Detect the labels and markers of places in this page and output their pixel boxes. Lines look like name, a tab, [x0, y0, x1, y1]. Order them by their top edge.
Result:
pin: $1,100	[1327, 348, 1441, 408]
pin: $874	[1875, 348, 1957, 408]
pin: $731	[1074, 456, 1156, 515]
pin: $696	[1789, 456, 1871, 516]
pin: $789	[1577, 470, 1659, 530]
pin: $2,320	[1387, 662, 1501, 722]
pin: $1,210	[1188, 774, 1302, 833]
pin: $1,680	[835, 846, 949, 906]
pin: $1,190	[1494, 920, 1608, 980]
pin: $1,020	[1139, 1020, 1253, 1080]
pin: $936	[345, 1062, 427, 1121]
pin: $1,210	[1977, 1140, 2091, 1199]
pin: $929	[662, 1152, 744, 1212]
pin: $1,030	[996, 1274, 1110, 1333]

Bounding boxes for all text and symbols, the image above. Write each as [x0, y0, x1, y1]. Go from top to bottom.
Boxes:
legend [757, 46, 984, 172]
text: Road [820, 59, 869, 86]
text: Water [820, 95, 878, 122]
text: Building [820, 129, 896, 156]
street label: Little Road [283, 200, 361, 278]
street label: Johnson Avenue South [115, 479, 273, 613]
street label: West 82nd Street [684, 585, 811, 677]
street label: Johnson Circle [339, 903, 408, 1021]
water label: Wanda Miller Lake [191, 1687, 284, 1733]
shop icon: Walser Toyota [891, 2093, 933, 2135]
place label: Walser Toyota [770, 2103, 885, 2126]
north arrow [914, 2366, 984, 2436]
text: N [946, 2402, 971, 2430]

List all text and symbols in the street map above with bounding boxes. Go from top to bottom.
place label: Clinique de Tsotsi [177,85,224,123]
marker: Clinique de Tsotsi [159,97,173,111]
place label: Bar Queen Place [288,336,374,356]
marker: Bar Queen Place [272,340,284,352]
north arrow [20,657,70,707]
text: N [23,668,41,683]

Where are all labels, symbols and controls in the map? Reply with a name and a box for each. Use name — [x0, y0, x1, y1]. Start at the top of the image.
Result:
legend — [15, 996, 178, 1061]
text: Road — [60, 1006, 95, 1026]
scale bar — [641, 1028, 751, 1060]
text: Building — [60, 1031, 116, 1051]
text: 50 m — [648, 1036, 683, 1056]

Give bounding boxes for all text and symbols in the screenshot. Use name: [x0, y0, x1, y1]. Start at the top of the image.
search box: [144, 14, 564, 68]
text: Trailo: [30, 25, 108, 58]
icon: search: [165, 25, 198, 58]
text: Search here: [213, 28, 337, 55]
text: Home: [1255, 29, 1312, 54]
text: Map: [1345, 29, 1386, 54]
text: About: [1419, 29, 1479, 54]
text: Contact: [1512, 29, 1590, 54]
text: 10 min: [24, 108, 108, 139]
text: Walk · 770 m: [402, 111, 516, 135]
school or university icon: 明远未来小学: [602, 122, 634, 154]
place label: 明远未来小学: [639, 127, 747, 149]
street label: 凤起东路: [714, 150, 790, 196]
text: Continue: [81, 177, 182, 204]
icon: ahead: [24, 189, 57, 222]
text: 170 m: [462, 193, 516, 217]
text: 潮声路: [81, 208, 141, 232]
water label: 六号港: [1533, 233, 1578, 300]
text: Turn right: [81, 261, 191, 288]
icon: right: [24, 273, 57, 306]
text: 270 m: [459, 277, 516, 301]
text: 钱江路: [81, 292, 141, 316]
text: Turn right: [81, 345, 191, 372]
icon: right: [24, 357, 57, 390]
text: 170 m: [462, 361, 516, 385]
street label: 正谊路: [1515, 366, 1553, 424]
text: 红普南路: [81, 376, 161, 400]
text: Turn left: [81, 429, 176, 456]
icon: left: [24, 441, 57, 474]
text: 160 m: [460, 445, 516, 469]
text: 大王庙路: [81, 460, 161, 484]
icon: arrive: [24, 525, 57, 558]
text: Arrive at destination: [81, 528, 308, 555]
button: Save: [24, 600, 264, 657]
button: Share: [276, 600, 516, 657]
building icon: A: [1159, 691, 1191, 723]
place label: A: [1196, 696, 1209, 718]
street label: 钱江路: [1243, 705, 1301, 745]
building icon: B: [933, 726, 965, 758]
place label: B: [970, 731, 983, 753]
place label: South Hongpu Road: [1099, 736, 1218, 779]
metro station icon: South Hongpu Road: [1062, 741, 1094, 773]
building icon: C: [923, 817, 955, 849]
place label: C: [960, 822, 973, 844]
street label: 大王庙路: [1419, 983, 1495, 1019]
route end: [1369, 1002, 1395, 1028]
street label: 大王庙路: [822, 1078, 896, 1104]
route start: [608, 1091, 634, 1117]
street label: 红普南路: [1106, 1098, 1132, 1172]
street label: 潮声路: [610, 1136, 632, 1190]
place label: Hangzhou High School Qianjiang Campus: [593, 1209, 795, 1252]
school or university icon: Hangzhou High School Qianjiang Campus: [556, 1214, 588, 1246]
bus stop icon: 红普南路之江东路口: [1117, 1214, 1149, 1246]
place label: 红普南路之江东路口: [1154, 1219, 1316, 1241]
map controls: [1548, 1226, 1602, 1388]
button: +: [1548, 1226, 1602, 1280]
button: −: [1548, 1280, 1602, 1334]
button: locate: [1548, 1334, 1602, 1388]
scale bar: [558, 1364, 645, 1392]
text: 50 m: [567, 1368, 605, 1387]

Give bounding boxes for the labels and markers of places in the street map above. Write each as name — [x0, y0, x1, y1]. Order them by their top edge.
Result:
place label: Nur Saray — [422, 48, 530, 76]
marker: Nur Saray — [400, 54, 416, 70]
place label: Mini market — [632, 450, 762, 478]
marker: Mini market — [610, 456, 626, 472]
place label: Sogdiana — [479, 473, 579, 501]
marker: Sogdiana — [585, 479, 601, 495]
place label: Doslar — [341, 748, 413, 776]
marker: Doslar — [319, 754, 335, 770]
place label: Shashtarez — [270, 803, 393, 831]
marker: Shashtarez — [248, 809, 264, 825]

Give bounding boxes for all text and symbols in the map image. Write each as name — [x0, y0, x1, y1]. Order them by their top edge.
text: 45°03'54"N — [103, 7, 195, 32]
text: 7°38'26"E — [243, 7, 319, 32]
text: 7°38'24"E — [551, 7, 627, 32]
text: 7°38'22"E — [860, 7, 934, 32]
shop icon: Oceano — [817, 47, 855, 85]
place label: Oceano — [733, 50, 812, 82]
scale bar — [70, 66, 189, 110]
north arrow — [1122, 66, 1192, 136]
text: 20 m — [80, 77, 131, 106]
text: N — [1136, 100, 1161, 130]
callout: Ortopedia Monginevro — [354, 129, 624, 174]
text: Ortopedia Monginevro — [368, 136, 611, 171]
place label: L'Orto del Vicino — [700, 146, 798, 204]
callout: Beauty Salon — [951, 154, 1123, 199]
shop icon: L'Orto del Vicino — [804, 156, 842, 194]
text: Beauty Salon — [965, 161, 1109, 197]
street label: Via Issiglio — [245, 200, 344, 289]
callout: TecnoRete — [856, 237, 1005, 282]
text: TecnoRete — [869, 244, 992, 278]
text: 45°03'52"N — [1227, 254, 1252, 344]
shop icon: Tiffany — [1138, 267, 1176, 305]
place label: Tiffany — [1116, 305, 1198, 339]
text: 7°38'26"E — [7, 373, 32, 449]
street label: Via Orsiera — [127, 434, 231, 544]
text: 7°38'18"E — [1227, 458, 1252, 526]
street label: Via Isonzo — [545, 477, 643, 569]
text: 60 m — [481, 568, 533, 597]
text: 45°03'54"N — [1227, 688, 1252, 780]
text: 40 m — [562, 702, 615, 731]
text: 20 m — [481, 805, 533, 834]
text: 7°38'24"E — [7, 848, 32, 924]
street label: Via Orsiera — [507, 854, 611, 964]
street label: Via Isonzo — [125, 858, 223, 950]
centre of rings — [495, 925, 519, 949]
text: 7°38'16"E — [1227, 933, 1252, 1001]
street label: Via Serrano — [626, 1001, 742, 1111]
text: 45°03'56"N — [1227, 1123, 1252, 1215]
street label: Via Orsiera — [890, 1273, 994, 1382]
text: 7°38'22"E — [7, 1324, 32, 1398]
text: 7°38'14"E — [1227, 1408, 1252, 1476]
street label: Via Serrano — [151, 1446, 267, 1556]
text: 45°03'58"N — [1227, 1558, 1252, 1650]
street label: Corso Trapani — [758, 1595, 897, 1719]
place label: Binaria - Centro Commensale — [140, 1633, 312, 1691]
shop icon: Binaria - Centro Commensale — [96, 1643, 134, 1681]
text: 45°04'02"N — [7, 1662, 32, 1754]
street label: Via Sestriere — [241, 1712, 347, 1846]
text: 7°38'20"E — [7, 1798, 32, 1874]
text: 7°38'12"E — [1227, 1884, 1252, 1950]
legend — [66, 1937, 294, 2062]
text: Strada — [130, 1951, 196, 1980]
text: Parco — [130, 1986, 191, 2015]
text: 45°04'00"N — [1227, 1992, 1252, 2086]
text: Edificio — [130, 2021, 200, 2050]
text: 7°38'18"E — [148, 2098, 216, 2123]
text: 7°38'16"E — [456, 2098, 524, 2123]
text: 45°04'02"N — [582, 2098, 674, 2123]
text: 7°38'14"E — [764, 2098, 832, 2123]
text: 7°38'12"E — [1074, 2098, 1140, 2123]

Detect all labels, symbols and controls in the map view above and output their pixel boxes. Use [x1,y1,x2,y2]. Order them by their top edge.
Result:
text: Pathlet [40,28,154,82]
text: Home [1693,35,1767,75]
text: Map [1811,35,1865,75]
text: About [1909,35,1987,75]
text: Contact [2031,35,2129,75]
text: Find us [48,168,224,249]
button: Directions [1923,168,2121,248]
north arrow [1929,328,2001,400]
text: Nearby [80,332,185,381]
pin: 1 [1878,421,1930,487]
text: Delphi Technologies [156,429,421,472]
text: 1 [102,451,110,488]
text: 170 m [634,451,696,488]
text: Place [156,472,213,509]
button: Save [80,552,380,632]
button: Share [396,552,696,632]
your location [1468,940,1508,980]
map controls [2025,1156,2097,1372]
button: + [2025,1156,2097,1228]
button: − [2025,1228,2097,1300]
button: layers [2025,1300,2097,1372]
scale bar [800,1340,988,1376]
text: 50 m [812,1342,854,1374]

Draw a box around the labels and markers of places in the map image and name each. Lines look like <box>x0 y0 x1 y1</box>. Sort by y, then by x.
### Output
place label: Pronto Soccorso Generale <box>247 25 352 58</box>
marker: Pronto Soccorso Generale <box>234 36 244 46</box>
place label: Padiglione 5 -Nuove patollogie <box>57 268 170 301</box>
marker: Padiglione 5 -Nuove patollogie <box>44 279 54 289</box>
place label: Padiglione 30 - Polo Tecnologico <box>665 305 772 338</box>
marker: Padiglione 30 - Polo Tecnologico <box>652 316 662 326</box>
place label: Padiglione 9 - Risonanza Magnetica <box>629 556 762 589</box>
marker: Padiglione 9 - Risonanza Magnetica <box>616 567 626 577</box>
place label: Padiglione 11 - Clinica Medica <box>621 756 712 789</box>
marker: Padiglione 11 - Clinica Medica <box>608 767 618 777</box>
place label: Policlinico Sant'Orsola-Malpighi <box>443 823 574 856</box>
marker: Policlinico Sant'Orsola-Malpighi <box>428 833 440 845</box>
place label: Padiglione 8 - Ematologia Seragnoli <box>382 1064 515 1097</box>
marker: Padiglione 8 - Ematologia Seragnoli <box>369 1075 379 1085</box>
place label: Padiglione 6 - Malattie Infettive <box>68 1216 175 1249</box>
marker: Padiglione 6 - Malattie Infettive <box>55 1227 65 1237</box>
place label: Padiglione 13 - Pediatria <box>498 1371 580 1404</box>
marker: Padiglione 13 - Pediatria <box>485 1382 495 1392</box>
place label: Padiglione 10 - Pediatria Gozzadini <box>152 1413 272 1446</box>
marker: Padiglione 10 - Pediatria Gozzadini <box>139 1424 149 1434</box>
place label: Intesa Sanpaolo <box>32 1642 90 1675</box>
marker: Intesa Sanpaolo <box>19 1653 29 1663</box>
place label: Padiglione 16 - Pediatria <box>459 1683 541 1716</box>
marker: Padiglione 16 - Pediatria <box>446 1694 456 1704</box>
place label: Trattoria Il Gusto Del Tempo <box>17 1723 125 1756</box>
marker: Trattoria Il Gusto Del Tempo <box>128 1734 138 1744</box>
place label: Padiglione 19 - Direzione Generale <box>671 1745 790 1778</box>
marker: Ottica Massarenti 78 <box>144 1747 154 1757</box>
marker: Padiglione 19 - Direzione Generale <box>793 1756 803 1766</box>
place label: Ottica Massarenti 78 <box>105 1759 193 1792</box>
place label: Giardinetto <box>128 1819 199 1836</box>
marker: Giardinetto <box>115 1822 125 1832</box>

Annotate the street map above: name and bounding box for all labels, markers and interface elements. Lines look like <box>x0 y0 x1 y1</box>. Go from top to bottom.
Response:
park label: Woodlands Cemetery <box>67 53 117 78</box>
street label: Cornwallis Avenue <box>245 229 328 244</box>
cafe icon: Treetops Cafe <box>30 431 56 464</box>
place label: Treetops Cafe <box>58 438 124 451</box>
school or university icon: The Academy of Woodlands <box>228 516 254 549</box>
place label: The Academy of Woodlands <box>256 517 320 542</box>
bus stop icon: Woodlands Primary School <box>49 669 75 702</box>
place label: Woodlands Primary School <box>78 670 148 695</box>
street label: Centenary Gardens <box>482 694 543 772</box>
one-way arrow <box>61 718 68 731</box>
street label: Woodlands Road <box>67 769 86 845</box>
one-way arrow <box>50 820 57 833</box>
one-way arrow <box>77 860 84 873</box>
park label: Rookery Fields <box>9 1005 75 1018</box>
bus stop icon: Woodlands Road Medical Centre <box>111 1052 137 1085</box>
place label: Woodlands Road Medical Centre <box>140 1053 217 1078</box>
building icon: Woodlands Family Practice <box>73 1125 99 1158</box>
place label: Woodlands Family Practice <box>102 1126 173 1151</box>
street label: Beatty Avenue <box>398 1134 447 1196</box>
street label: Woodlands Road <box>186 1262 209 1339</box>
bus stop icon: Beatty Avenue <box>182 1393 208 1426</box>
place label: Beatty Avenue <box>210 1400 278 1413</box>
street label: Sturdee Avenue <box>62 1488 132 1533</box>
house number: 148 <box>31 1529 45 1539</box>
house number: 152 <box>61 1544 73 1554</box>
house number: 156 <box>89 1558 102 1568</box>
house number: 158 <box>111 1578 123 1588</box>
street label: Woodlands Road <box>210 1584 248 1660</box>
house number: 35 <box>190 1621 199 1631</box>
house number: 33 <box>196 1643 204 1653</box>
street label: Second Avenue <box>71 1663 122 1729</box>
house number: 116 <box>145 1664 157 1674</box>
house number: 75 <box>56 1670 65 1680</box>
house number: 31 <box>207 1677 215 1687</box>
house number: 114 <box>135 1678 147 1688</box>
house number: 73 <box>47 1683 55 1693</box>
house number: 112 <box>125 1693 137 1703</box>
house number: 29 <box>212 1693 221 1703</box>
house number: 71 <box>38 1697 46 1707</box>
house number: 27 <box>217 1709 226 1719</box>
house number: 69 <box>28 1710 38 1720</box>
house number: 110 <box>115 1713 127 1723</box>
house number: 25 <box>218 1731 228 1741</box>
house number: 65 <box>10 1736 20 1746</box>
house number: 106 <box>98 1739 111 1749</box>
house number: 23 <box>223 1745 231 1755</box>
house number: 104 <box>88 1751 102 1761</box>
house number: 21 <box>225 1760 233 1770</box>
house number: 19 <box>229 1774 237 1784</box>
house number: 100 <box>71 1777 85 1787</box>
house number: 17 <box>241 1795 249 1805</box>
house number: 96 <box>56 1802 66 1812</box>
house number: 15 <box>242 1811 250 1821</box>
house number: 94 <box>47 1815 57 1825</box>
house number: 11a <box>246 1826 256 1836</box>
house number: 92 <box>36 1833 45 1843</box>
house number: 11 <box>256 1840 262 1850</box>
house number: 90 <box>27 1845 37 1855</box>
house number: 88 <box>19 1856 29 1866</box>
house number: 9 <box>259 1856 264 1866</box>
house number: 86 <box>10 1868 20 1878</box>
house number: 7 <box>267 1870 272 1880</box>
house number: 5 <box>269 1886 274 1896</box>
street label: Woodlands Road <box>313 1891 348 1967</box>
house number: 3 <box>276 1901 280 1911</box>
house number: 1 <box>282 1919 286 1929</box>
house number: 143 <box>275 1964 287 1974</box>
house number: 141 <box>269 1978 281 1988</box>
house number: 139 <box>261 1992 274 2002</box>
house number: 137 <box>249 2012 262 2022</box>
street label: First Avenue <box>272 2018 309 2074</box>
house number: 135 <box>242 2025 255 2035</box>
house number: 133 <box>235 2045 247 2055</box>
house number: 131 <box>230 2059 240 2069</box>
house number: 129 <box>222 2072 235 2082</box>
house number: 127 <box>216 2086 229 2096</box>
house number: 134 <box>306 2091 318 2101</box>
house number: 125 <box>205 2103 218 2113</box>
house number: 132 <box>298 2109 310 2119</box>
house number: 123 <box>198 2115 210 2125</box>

****

**Task details:** Look through the data above and return each line where the string "route" occurs.

**Exercise response:**
route end: [1369, 1002, 1395, 1028]
route start: [608, 1091, 634, 1117]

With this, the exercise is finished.